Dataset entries
▬▬▬▬▬▬▬▬▬▬
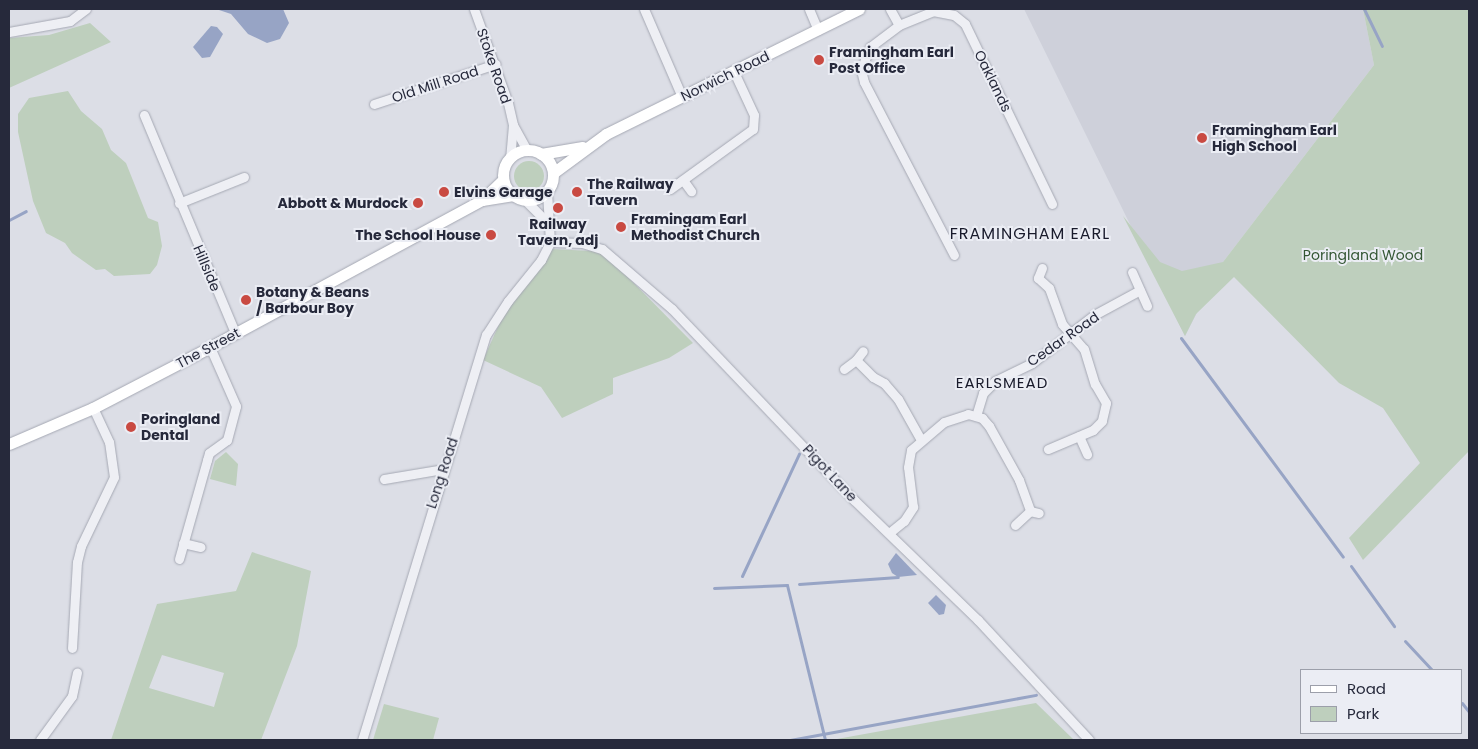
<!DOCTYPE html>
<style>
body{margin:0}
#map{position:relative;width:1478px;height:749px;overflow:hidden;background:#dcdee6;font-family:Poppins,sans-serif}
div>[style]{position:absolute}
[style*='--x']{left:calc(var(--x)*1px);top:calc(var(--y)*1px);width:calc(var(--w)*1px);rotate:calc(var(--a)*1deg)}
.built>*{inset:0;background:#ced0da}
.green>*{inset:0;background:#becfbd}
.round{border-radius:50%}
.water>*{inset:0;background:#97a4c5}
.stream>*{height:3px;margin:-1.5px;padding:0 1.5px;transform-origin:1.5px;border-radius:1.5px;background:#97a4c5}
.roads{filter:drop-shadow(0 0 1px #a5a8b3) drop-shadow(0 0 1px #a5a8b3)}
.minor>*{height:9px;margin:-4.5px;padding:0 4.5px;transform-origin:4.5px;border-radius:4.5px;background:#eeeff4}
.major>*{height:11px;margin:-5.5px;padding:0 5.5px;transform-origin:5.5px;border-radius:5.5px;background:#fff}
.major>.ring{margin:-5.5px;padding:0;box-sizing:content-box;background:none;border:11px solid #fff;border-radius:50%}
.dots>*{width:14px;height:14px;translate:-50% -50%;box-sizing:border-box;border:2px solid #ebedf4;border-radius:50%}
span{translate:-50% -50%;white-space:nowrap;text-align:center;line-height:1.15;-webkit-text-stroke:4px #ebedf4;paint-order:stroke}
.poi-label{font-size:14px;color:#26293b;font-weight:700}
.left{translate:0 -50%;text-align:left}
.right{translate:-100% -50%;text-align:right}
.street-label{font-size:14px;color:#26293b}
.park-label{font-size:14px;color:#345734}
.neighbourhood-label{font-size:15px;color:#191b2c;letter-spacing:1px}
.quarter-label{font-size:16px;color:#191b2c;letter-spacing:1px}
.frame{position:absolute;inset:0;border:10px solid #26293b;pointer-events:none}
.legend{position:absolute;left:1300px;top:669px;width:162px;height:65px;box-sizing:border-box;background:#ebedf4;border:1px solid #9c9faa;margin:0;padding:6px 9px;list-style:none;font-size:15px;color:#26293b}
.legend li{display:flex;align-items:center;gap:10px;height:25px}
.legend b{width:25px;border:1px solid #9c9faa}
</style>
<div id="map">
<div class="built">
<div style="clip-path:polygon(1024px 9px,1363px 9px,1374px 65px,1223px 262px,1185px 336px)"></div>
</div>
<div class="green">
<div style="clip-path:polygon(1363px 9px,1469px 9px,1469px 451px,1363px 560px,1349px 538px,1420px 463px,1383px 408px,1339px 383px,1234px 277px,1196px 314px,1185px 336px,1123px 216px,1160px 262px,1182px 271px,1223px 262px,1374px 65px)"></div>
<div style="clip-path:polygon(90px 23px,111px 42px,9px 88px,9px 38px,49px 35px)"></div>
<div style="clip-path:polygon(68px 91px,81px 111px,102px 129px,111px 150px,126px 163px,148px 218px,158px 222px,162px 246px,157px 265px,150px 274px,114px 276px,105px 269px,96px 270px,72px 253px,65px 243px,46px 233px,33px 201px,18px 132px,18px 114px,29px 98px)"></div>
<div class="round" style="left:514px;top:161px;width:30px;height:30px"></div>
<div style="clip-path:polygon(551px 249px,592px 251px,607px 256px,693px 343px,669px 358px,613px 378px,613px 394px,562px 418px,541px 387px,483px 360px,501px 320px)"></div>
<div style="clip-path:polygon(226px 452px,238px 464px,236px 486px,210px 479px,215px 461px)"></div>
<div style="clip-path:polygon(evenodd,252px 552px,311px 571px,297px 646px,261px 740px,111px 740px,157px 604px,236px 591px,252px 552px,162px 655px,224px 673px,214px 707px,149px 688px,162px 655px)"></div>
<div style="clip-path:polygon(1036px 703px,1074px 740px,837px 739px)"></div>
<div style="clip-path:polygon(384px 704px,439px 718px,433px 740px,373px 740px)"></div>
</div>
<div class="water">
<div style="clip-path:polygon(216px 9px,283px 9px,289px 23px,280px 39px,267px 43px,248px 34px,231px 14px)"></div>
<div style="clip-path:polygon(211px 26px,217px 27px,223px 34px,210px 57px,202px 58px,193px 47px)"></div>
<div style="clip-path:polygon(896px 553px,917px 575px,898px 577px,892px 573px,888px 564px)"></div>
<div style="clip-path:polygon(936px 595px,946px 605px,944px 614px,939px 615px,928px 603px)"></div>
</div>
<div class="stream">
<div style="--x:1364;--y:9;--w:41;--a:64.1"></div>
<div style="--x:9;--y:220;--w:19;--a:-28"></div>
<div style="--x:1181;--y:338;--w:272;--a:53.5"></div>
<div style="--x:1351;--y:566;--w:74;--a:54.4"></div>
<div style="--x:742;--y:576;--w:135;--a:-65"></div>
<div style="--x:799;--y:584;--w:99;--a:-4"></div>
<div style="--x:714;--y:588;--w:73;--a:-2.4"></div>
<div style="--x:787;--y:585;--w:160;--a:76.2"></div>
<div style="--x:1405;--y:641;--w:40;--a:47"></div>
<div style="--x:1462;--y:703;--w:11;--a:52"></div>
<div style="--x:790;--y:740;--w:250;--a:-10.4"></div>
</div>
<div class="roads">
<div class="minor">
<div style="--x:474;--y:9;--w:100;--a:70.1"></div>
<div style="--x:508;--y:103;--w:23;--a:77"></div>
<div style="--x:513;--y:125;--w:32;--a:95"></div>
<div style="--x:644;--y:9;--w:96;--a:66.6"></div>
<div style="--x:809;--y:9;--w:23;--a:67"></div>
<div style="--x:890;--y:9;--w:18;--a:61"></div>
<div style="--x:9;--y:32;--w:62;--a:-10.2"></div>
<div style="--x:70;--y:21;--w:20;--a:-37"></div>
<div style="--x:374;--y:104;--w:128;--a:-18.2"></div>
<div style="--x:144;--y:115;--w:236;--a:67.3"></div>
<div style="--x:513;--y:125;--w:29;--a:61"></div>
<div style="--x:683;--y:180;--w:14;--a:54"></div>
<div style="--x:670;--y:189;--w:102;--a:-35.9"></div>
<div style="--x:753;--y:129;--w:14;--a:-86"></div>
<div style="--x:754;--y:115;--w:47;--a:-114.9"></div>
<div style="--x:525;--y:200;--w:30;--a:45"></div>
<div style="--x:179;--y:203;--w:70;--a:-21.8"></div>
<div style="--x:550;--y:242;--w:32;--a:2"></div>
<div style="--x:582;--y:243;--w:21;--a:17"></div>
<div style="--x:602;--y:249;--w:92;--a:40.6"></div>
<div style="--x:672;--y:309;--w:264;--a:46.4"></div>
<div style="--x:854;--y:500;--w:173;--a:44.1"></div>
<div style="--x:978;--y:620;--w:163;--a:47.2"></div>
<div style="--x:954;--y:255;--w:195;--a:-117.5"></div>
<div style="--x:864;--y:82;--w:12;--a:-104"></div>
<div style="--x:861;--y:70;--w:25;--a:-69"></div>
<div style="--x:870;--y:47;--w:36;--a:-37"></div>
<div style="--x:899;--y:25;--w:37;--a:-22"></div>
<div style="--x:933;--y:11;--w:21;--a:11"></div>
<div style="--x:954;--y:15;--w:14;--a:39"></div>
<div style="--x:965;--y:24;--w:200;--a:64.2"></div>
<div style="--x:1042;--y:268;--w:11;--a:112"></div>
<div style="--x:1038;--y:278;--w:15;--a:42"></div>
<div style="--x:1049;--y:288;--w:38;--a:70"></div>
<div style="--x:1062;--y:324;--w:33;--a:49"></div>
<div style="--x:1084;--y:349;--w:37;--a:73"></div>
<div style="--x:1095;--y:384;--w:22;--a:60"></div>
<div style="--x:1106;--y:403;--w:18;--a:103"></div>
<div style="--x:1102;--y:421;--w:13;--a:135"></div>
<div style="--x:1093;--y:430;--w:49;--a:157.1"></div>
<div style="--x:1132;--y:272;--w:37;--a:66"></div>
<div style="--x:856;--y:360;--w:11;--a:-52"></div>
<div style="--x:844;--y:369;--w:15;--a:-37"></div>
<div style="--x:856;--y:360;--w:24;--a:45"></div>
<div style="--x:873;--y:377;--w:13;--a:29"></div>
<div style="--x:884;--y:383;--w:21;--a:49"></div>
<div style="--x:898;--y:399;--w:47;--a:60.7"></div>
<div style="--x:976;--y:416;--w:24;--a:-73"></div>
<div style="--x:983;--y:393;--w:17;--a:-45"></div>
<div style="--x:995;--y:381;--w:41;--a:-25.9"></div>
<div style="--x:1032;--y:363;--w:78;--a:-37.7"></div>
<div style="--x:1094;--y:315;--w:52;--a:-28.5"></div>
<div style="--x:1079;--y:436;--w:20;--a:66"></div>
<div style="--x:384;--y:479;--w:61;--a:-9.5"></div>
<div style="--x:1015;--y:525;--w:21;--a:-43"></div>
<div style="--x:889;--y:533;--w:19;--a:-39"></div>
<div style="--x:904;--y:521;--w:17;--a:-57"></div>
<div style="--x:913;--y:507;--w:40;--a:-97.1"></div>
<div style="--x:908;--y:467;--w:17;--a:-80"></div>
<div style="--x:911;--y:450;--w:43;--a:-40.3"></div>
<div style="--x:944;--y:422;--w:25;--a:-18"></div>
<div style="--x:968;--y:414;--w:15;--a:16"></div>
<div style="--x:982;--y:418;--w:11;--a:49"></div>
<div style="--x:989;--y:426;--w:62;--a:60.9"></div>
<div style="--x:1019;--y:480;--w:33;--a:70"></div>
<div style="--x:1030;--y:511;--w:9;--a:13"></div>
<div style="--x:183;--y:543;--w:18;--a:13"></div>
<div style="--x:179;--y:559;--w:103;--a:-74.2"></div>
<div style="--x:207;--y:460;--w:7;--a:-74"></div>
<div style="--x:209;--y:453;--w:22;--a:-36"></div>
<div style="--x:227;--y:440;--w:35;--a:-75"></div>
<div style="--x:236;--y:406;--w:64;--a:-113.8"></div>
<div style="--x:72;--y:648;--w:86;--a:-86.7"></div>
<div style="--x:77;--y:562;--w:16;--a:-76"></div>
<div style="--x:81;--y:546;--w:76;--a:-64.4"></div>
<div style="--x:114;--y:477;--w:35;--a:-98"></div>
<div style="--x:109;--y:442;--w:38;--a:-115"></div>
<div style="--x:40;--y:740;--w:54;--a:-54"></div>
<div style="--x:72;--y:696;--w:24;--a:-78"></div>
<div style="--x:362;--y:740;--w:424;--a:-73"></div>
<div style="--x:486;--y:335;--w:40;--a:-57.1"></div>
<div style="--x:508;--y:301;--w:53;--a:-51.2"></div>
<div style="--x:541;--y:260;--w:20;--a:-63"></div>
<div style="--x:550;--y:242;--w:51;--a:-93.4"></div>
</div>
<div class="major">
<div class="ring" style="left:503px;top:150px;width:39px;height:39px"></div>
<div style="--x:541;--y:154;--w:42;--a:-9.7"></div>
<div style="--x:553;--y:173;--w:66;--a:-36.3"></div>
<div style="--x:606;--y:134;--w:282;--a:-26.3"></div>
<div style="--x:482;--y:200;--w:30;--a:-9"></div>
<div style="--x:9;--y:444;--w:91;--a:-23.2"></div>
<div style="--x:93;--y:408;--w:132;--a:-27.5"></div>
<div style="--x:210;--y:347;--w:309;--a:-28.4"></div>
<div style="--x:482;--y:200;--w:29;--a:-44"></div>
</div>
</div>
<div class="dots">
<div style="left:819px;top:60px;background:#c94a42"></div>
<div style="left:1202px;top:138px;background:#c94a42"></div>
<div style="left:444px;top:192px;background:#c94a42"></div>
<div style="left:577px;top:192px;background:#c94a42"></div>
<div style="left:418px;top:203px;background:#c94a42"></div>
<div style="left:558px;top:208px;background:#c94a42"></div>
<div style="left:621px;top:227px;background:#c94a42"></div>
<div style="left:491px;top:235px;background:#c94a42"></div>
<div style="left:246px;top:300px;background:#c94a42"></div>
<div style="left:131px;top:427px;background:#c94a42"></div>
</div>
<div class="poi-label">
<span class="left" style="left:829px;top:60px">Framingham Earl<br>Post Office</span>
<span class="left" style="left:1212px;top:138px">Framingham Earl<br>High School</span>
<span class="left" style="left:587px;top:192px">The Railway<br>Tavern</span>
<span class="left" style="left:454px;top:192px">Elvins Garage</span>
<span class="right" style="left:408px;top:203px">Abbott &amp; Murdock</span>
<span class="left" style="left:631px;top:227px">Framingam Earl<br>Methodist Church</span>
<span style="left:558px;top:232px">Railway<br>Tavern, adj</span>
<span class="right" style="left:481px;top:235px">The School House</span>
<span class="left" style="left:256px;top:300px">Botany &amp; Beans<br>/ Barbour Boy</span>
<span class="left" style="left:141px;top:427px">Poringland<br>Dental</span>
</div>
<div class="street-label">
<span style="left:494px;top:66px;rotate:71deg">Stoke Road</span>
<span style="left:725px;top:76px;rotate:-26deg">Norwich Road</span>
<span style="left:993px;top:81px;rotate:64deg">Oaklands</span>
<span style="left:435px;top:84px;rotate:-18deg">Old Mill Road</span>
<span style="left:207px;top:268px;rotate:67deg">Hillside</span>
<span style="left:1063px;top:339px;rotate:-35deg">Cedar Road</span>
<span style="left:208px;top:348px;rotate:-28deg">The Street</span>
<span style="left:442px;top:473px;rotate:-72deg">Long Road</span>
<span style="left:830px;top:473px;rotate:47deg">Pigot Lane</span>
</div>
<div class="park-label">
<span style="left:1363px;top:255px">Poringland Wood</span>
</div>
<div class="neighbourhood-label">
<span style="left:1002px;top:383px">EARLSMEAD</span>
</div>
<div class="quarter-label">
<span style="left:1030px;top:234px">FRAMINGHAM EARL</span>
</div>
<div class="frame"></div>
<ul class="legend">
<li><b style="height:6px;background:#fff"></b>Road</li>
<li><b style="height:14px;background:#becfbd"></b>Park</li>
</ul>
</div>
▬▬▬▬▬▬▬▬▬▬
Work to complete: Each line in the records above with "stream" must be returned.

Written solution:
.stream>*{height:3px;margin:-1.5px;padding:0 1.5px;transform-origin:1.5px;border-radius:1.5px;background:#97a4c5}
<div class="stream">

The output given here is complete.